El motivo de la fuga se descubrió poco después, cuando dos navíos de línea ingleses de setenta y cuatro cañones doblaron el cabo acompañados de una fragata. Jack ordenó enarbolar señal de ponerse al pairo, orden que subrayó con un disparo de cañón. Pidió a Tom que atendiera al
Stately
y,en caso de poder dejar al navío sin escolta, que avanzara hacia la cala donde se refugiaban los transportes de tropas. Después, transbordó a la
Ringle.

Subió a bordo del setenta y cuatro más cercano, el
Royal Oak
, donde recibieron su falta de elegancia y su ropa manchada de sangre con gran entusiasmo y todos los respetos debidos a su gallardetón.

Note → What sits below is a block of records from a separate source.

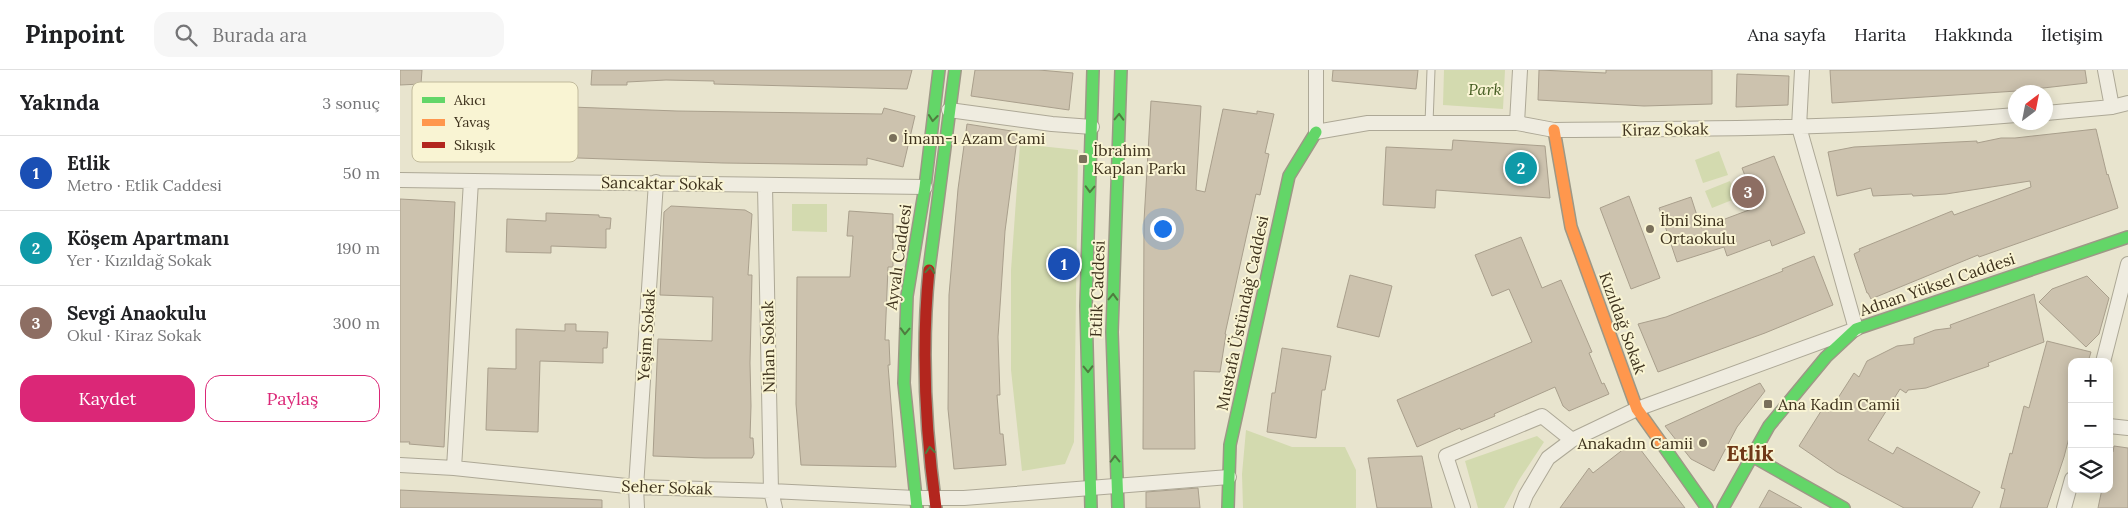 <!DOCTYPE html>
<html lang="tr">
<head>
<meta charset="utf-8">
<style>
	:root { --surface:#fff; --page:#f6f6f6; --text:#202124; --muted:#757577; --line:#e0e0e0; --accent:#db2777 }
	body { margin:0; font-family:Lora,serif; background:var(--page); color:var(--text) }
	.controls { position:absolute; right:15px; bottom:15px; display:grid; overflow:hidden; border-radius:10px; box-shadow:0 2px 12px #0003 }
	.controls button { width:45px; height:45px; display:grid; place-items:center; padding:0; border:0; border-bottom:1px solid var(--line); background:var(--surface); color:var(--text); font:25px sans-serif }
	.compass { position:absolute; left:1608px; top:15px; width:45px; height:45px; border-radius:50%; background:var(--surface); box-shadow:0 2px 12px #0003; rotate:32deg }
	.you { position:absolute; left:762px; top:158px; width:18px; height:18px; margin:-12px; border:4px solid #fff; border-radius:50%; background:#1a73e8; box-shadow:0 0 0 8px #1a73e833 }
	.badge { display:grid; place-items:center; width:32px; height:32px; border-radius:50%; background:var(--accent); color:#fff; font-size:16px; font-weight:700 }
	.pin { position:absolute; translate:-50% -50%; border:2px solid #fff; box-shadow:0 1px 5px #0006 }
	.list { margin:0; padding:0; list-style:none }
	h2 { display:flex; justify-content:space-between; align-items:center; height:65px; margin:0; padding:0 20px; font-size:21px }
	h2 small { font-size:16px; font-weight:400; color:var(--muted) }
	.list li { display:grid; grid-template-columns:32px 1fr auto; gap:15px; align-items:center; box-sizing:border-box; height:75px; padding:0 20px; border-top:1px solid var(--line) }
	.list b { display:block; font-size:19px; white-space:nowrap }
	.list p { margin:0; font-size:16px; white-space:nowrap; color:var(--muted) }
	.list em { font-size:16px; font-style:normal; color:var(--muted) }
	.actions { display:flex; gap:10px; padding:15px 20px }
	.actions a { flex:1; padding:11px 0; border:1px solid var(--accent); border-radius:15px; text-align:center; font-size:18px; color:var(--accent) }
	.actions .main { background:var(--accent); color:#fff }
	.icon { flex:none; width:28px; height:28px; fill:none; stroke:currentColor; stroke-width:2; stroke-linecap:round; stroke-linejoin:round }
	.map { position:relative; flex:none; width:1728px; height:438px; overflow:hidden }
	header { display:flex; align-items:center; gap:30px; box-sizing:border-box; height:70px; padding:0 25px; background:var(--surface); border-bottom:1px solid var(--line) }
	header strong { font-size:24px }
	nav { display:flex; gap:28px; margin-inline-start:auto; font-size:18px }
	.search { width:350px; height:45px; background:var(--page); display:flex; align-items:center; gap:12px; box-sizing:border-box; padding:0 18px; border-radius:15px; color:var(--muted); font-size:19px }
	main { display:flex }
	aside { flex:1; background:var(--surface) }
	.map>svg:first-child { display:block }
	.green { fill:#d3daaf }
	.building { fill:#ccc2ae; stroke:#a99f8c }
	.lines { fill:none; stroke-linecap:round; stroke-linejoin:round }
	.lane-casing { stroke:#ada896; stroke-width:9 }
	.street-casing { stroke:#ada896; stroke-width:16 }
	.fast-casing { stroke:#9d9886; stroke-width:14 }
	.slow-casing { stroke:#9d9886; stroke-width:14 }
	.jam-casing { stroke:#9d9886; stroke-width:14 }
	.lane { stroke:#efece0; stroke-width:7 }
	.street { stroke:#efece0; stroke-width:14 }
	.fast { stroke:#63d668; stroke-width:11 }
	.slow { stroke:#ff974d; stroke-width:11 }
	.jam { stroke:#b3261e; stroke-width:11 }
	.oneway { stroke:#4f7c3f }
	.poi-dot { fill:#7a705b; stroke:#f9f4d3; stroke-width:2 }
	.labels { text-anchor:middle; stroke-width:4; stroke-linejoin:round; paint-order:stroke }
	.park-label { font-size:16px; font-style:italic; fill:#445c21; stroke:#f9f4d3 }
	.street-label { font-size:16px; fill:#3e321d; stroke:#f9f4d3 }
	.poi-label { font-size:16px; fill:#3e321d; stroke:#f9f4d3; text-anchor:start }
	.district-label { font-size:21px; font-weight:bold; fill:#6f3817; stroke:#f9f4d3 }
	.key { fill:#f9f4d3; stroke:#c1ba9c; stroke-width:1 }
	.key-label { font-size:14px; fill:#3e321d }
</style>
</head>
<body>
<header>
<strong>Pinpoint</strong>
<div class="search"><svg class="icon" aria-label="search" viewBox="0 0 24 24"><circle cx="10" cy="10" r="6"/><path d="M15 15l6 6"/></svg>Burada ara</div>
<nav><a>Ana sayfa</a><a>Harita</a><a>Hakkında</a><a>İletişim</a></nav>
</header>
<main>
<aside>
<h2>Yakında<small>3 sonuç</small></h2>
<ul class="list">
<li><span class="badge" style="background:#1a4fb4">1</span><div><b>Etlik</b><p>Metro · Etlik Caddesi</p></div><em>50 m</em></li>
<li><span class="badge" style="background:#0f9aa8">2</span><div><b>Köşem Apartmanı</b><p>Yer · Kızıldağ Sokak</p></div><em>190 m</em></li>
<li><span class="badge" style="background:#8d6e63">3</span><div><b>Sevgi Anaokulu</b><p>Okul · Kiraz Sokak</p></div><em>300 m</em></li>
</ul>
<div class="actions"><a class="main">Kaydet</a><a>Paylaş</a></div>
</aside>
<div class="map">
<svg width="1728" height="438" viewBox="0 0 1728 438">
	<rect width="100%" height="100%" fill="#e8e4ce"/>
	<path class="green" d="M1044 0H1105L1103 39 1043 35Z
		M620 74 678 80 674 372 665 394 622 401 611 300V200Z
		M1319 81 1328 105 1303 113 1295 90Z
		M1330 111 1337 128 1312 138 1305 121Z
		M392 134H427V162L392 161Z
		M846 360 892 377H945L956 400V438H843L842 404Z
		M1137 366 1144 372 1119 410 1104 438H1078L1065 391Z"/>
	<path class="building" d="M0 0H22L21 14 0 15Z
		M192 0H512L507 19 314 14V11L266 10 227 12V15H191Z
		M575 0H639L673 3 669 40 571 26Z
		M933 0H1018L1016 19 932 11Z
		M1139 0 1206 3V0H1312V34L1244 36 1138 30Z
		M1430 0H1685L1687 13 1617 21 1432 33Z
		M1337 4 1389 6 1388 35 1336 37Z
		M751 31 801 36 796 120 805 122 823 39 857 44V41L874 44 865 83 869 84 860 125 856 124 846 168 825 264H826L820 302 794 301 795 379H743L744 151Z
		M92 34 277 41 482 44 484 38 515 46 503 97 467 88V95L323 93 91 85 92 58 55 50 57 35 80 40 92 39Z
		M567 54 618 62 605 161 598 267 600 325H597L600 364H603L606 395 554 399 548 339 549 225 558 119Z
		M1696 59 1707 105 1708 104 1718 138 1579 187 1578 185 1471 229 1468 223H1467L1454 184 1460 181 1459 179 1552 141 1554 145 1631 117 1630 111 1546 124 1513 126 1512 124 1473 126 1471 118 1437 126 1428 82 1454 77 1577 71V73L1601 68H1615Z
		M1053 70 1145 76 1150 128 1036 120 1035 138 983 135 986 77 1052 80Z
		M1374 86 1405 163 1372 176 1370 170 1327 186 1324 177 1277 192 1259 138 1291 127 1301 158 1357 137 1342 98Z
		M1229 126 1260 208 1231 219 1200 138Z
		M0 129 55 132 44 377 9 374 10 372H0Z
		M271 136 345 140 352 144 348 205H352L350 293 351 336 350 368H353L354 384 352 388H305L253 386 258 269 312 271 313 227 260 225 264 142Z
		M449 141 493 144V197H488L485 270H489L490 295H488L496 397 401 395 396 334 397 207H450L453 166H447Z
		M146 143 199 145V147L211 148 210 159H206V178L151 176V183L106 182 107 149 146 151Z
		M1121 167 1142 218 1161 210 1192 282 1189 283 1202 314 1204 313 1209 324 1169 341 1163 336 1155 317 1094 344 1095 346 1061 360 1060 358 1017 377 997 330 1132 272 1109 219 1092 226 1075 185Z
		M1414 186 1433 235 1365 263 1258 302 1238 254 1266 247 1383 201 1382 199Z
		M950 205 992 216 979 267 937 257Z
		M1687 206 1709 228 1699 264 1686 277 1639 232 1652 219Z
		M1634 224 1644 272 1588 293 1589 296 1526 318 1508 320 1506 323 1500 319 1468 370 1493 384 1497 377 1580 422 1572 438H1504L1437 402 1399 376 1423 338 1429 342 1454 303 1459 307 1467 291 1497 276 1514 274V268L1535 260 1551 258 1550 255Z
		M165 254H176V261L208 262 207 278H203V293L140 291 138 362 86 360 88 298 116 299V259L165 261Z
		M1647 271 1691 282 1688 292H1672V356L1664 387 1647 438H1600L1605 419 1601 418 1610 383 1612 384 1624 336 1629 338Z
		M882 278 931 286 925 320H922L916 368 867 362 872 323H875Z
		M1360 313 1365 321 1337 357 1314 401 1291 389 1265 356Z
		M1234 371 1285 438H1160L1189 398 1193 403Z
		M1714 376 1728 378V438H1698L1702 419H1709V381L1713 382Z
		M1022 386 1032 438H977L968 388Z
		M798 418 800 438H746V422Z
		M0 420 202 430V438H0Z
		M1369 420 1402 438H1359Z"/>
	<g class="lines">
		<defs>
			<path id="lane" d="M1029 53 1031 0"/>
			<path id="street" d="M916 0V62L968 53H1117L1154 60C1308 59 1462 58 1616 45
				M1705 0 1712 37
				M549 40 652 54 692 57
				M1646 43 1712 37 1728 33
				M1117 53 1120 0
				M0 110 525 117
				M365 116 371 421 375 438
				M1703 292 1728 194
				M1709 356 1728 358
				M0 395 54 398 236 417 371 421 515 428H564L829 407
				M54 398 71 111
				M237 438 236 417 256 112
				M1063 438 1046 386 1142 346 1172 370
				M1121 438 1126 425 1148 388 1172 370 1237 339 1456 259 1399 57 1402 0
				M1664 438 1672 409"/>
			<path id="fast" d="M529 200 555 0
				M1262 374 1307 438
				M1352 386 1444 438
				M517 438 504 313 507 226 525 117 539 0
				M691 438 686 236 693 0
				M718 438 712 262 721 0
				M828 438 830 375 889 106 916 62
				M1323 438 1369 356 1426 287 1456 259 1728 167"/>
			<path id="slow" d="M1154 60 1171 157 1237 339 1262 374"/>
			<path id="jam" d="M529 200C521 281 525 358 536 438"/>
		</defs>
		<use href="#lane" class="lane-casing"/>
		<use href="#street" class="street-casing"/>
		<use href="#fast" class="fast-casing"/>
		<use href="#slow" class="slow-casing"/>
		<use href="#jam" class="jam-casing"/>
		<use href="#lane" class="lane"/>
		<use href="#street" class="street"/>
		<use href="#fast" class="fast"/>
		<use href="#slow" class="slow"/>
		<use href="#jam" class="jam"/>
	</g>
	<defs><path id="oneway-chevron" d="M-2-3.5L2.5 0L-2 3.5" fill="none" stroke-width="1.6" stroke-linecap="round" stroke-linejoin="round" transform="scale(1.25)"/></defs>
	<g class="oneway">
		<use href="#oneway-chevron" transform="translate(719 47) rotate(-88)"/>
		<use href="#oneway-chevron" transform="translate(533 48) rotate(96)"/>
		<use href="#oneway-chevron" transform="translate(690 119) rotate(92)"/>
		<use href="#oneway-chevron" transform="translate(530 200) rotate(-85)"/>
		<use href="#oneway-chevron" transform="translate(713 227) rotate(-88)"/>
		<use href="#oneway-chevron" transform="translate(505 261) rotate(92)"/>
		<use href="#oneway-chevron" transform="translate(688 299) rotate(89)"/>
		<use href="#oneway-chevron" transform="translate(530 380) rotate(-96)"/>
		<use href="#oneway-chevron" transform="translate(715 389) rotate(-91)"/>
	</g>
	<g class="poi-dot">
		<circle cx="493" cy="68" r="5"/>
		<rect x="678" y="84" width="10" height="10" rx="2.5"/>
		<circle cx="1250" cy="159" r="5"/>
		<rect x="1363" y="329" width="10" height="10" rx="2.5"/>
		<circle cx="1303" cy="373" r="5"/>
	</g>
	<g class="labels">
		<g class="park-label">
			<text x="1085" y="25">Park</text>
		</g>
		<g class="street-label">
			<text transform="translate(1265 59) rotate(-1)" y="6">Kiraz Sokak</text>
			<text transform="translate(262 113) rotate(1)" y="6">Sancaktar Sokak</text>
			<text transform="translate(498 187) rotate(-82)" y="6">Ayvalı Caddesi</text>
			<text transform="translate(1537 214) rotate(-19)" y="6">Adnan Yüksel Caddesi</text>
			<text transform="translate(697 219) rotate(-88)" y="6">Etlik Caddesi</text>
			<text transform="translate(842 243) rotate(-78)" y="6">Mustafa Üstündağ Caddesi</text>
			<text transform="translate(1223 253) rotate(70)" y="6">Kızıldağ Sokak</text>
			<text transform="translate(246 265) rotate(-86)" y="6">Yeşim Sokak</text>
			<text transform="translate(368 277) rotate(-91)" y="6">Nihan Sokak</text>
			<text transform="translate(267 417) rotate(2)" y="6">Seher Sokak</text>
		</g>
		<g class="poi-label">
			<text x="503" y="74">İmam-ı Azam Cami</text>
			<text x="693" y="86">İbrahim<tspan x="693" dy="18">Kaplan Parkı</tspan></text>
			<text x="1260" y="156">İbni Sina<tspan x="1260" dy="18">Ortaokulu</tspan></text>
			<text x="1378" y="340">Ana Kadın Camii</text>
			<text x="1293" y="379" text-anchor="end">Anakadın Camii</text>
		</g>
		<g class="district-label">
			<text x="1350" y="391">Etlik</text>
		</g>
	</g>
	<rect x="12" y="12" width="166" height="80" rx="8" class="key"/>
	<rect x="22" y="27" width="23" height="6" fill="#63d668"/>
	<rect x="22" y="49" width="23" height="7" fill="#ff974d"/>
	<rect x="22" y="72" width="23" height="6" fill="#b3261e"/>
	<g class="key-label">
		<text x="54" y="35">Akıcı</text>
		<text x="54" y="57">Yavaş</text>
		<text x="54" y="80">Sıkışık</text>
	</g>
</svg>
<div class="controls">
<button>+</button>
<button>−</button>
<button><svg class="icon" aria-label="layers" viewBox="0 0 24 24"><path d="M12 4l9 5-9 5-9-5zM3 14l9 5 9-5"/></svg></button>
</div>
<svg class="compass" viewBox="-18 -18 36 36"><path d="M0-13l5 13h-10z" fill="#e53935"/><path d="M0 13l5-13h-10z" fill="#757577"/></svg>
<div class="you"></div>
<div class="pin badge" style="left:664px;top:194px;background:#1a4fb4">1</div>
<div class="pin badge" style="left:1121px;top:98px;background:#0f9aa8">2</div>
<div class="pin badge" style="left:1348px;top:122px;background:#8d6e63">3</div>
</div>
</main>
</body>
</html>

—Caballeros, voy a informarles de las presas —dijo—. Hay una cala situada entre ese conjunto de islas de ahí —señaló—, que oculta cuatro transportes franceses de tropas y dos fragatas. Les apresaría yo mismo, pero tengo cuatro pies de agua en la sentina que van en aumento, todo ello de resultas del combate sostenido con ese que ha embarrancado ahí, un oponente muy enérgico, ¿para qué negarlo? En este momento, mi barco no está en condiciones, es lento y pesado.

Le trataron con infinita consideración, y por supuesto le aseguraron que cumplirían sus órdenes. Le felicitaron de todo corazón por la victoria conseguida, desearon que no hubiera sufrido muchas bajas y dieron las gracias al Cielo por el hecho de que los hubieran despachado a ambos desde puerto Bere debido al rumor del combate. Después le condujeron a la cabina, donde le preguntaron si le apetecía un té. ¿Cacao? Quizá ginebra y agua caliente, o el whisky que se consumía por esos lares. Durante todo ese rato los barcos se acercaron a la cala, y llegado ese punto los capitanes de fragata de Jack subieron a bordo, ansiando noticias, lamentaron el maltrecho estado del
Bellona
, barco al que habían podido ver revolcarse en el agua y cuyas bombas expulsaban a sotavento agua a raudales.